Dataset entries:
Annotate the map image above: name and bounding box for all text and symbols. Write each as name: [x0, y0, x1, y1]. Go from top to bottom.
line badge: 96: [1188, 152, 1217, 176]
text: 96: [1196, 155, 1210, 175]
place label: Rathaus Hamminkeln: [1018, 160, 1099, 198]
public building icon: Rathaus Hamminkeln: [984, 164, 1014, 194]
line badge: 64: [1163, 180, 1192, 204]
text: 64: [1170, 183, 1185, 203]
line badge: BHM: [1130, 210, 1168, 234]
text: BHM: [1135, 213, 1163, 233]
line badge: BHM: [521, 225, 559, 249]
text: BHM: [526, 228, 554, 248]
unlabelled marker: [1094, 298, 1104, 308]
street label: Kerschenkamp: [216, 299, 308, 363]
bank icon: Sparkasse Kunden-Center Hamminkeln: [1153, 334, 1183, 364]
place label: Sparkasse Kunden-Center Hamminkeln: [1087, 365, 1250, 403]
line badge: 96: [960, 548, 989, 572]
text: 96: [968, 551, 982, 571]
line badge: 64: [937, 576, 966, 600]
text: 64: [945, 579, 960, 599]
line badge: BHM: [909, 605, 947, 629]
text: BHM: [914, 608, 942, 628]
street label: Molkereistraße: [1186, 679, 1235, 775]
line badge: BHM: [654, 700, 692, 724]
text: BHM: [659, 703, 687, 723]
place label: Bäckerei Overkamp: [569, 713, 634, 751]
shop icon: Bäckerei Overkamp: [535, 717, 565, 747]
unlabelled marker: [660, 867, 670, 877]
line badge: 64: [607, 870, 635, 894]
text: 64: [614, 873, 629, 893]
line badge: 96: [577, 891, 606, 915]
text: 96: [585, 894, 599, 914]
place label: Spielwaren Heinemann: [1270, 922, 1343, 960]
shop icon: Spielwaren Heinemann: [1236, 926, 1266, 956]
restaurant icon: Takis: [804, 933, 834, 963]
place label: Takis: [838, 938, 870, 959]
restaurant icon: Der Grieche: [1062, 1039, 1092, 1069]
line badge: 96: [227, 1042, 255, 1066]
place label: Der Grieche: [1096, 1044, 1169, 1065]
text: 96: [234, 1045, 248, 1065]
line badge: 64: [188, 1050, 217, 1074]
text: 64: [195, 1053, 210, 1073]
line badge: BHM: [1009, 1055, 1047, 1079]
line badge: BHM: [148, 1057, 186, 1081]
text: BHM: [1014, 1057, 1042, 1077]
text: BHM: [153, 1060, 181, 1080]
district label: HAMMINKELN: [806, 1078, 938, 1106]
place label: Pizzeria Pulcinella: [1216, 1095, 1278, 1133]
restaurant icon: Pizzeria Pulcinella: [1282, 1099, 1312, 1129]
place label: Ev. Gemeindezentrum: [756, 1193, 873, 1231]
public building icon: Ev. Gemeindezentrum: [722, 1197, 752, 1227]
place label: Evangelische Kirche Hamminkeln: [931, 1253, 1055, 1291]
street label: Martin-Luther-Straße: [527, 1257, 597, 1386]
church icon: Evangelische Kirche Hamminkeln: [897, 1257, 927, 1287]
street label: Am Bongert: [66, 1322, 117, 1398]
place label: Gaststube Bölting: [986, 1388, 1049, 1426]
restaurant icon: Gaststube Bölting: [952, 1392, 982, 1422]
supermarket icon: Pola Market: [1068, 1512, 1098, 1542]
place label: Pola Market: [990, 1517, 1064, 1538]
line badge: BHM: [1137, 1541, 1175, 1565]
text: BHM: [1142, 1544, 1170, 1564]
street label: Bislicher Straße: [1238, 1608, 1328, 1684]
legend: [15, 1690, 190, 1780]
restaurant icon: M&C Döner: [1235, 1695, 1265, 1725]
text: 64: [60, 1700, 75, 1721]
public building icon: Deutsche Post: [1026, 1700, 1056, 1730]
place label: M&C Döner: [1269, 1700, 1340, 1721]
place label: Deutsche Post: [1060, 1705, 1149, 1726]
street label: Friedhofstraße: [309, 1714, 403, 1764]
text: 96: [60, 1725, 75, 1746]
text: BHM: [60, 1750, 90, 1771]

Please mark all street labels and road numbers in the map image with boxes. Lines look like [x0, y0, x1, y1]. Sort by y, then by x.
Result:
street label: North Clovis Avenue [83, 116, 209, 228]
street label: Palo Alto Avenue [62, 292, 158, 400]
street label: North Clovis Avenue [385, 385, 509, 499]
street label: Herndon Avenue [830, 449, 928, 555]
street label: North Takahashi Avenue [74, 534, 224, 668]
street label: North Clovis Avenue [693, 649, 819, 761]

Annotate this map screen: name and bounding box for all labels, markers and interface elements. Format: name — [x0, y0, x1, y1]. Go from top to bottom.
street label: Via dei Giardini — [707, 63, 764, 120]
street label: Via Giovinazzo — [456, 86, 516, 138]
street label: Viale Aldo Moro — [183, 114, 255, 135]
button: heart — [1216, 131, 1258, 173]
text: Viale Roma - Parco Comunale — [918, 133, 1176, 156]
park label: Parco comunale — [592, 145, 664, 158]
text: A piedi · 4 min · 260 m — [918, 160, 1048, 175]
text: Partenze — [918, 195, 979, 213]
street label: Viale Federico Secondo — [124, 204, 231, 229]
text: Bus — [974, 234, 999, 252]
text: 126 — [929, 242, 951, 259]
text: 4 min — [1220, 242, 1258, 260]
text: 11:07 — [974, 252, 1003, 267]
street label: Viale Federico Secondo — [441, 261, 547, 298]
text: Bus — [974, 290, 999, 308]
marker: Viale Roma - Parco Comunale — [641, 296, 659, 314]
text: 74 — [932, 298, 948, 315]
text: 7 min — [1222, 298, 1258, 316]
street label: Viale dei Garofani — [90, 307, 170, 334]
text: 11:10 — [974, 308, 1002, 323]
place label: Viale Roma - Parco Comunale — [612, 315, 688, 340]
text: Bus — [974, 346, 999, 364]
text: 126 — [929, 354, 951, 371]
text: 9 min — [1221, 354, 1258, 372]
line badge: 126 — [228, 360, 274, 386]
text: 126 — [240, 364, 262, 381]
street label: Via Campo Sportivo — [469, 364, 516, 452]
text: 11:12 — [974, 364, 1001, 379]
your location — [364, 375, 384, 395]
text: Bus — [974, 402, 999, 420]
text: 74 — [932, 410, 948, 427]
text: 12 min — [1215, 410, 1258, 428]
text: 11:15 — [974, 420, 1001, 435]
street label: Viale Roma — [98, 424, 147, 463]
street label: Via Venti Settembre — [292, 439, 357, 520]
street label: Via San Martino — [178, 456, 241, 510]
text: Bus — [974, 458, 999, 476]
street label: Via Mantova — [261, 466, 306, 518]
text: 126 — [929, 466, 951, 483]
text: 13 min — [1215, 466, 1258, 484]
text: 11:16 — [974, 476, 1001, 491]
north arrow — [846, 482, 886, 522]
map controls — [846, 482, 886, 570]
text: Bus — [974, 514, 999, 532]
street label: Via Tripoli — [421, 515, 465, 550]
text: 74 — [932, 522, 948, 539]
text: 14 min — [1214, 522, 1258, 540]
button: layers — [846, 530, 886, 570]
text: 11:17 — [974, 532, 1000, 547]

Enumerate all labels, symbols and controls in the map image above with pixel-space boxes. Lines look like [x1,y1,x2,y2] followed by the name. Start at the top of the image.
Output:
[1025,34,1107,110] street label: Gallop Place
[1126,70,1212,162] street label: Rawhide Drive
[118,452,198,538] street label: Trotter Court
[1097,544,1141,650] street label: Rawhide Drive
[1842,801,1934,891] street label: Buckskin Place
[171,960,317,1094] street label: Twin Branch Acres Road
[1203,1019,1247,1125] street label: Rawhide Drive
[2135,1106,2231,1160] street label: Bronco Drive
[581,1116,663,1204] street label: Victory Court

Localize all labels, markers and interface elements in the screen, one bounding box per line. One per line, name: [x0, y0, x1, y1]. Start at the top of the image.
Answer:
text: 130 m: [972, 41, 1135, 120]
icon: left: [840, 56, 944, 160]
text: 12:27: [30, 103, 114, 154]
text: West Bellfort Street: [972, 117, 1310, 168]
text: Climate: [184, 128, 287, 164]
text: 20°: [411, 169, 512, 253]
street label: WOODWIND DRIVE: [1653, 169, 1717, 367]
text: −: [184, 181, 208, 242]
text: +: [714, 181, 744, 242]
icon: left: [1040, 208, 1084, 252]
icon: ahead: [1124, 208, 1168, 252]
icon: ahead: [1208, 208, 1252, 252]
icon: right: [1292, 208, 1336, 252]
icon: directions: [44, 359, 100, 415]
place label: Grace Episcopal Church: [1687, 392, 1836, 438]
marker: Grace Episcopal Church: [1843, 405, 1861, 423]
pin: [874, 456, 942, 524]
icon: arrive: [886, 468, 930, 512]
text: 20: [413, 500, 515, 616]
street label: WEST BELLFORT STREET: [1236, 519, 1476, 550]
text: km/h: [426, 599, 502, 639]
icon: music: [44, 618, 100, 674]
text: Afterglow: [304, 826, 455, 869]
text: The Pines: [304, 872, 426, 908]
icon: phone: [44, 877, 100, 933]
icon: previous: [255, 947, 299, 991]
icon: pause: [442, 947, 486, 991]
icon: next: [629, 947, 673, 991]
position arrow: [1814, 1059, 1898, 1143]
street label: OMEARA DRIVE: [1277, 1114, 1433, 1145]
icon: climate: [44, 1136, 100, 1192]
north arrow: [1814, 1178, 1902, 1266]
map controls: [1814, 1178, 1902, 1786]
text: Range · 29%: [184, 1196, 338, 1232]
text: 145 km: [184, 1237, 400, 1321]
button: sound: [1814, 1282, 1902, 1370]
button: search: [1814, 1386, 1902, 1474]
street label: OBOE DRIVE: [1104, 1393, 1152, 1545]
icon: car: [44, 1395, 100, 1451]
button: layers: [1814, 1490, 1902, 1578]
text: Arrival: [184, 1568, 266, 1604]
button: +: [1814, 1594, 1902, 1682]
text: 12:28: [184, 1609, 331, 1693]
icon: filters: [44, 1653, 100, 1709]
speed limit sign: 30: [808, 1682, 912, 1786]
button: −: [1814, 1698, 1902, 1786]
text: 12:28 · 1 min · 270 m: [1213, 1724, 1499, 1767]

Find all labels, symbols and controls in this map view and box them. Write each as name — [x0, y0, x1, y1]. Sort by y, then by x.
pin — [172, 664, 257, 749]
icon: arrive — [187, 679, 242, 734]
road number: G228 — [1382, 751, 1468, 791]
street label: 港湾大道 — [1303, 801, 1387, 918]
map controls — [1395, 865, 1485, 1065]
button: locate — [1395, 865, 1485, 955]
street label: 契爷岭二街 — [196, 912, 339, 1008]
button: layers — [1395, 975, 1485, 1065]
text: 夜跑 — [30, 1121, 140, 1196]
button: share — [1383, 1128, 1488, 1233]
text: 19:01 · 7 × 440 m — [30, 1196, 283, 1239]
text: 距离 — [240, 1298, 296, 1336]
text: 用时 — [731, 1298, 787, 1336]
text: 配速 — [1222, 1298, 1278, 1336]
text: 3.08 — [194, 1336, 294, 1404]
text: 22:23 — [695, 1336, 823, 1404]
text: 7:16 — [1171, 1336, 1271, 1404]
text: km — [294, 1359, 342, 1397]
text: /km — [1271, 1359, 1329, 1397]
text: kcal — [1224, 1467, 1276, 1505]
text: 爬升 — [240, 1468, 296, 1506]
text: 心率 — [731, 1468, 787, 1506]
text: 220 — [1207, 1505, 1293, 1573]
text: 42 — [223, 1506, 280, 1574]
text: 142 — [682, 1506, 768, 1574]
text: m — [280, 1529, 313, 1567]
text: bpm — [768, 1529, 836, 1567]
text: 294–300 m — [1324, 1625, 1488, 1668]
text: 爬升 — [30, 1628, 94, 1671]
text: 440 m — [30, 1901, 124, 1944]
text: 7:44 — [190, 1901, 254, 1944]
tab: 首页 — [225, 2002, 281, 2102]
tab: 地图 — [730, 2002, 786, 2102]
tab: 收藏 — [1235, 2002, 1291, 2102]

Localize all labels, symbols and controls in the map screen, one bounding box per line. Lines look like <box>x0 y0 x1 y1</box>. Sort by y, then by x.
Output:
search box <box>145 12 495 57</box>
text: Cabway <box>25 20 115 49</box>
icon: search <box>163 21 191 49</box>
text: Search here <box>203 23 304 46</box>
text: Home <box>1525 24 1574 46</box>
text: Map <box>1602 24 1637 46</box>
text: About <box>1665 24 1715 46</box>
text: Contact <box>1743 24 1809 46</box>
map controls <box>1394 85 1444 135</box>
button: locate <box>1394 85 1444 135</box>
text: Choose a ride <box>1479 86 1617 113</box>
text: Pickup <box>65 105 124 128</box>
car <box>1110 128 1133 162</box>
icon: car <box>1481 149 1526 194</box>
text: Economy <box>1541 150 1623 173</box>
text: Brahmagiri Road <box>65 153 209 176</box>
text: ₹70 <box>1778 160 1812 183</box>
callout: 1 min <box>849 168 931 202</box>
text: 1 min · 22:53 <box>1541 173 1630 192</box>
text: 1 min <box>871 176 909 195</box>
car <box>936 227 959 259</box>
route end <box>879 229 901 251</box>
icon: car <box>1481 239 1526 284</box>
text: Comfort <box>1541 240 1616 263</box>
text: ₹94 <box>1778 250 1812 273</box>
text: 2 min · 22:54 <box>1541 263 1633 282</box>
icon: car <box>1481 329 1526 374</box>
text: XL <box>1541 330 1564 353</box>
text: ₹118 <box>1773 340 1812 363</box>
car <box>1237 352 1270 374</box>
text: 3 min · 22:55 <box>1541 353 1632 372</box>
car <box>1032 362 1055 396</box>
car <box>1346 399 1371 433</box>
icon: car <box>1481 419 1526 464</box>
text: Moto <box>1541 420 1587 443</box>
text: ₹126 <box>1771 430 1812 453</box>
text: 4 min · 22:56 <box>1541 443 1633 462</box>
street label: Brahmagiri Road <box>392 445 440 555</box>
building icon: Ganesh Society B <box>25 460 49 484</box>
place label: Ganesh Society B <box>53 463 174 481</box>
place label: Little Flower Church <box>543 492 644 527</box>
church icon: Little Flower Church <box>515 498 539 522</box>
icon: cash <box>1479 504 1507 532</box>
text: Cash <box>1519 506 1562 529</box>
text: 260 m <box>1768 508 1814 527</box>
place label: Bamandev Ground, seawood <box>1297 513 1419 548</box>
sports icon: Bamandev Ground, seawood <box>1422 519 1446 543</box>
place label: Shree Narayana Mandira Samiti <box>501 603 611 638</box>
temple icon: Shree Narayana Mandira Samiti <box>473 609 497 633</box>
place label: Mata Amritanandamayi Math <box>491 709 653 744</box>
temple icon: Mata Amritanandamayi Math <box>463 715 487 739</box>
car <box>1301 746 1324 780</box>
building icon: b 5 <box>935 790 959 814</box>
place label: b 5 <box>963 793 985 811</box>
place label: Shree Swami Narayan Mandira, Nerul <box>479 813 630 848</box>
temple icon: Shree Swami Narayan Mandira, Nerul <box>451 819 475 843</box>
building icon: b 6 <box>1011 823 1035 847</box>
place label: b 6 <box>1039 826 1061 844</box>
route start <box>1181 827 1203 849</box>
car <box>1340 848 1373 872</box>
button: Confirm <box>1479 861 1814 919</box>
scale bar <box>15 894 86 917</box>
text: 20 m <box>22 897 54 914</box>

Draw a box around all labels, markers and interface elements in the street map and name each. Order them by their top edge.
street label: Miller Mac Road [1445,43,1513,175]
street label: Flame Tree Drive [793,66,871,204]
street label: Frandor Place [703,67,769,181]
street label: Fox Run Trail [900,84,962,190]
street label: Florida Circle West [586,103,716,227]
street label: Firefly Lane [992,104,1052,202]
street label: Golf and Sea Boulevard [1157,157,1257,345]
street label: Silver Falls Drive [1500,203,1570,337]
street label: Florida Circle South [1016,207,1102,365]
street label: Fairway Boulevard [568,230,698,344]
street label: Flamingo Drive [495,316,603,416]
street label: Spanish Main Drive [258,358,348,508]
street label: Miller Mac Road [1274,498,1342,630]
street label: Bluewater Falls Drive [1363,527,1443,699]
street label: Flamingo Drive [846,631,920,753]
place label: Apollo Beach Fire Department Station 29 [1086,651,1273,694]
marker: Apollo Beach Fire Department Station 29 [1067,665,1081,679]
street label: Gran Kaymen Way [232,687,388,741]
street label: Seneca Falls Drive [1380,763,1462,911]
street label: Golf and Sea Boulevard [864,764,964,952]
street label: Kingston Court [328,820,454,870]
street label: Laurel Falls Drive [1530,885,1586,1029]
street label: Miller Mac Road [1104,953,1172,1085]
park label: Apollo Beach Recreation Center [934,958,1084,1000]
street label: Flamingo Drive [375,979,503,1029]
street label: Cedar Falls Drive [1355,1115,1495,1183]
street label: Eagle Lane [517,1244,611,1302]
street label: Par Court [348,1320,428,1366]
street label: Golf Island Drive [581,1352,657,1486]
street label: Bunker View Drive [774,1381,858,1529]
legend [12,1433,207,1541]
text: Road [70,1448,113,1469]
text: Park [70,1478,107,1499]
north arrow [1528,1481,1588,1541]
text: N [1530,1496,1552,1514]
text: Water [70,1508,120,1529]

What is required:
Copy, from the data above, every line where the word "button" appears.

Response box:
button: heart — [1216, 131, 1258, 173]
button: layers — [846, 530, 886, 570]
button: sound: [1814, 1282, 1902, 1370]
button: search: [1814, 1386, 1902, 1474]
button: layers: [1814, 1490, 1902, 1578]
button: +: [1814, 1594, 1902, 1682]
button: −: [1814, 1698, 1902, 1786]
button: locate — [1395, 865, 1485, 955]
button: layers — [1395, 975, 1485, 1065]
button: share — [1383, 1128, 1488, 1233]
button: locate <box>1394 85 1444 135</box>
button: Confirm <box>1479 861 1814 919</box>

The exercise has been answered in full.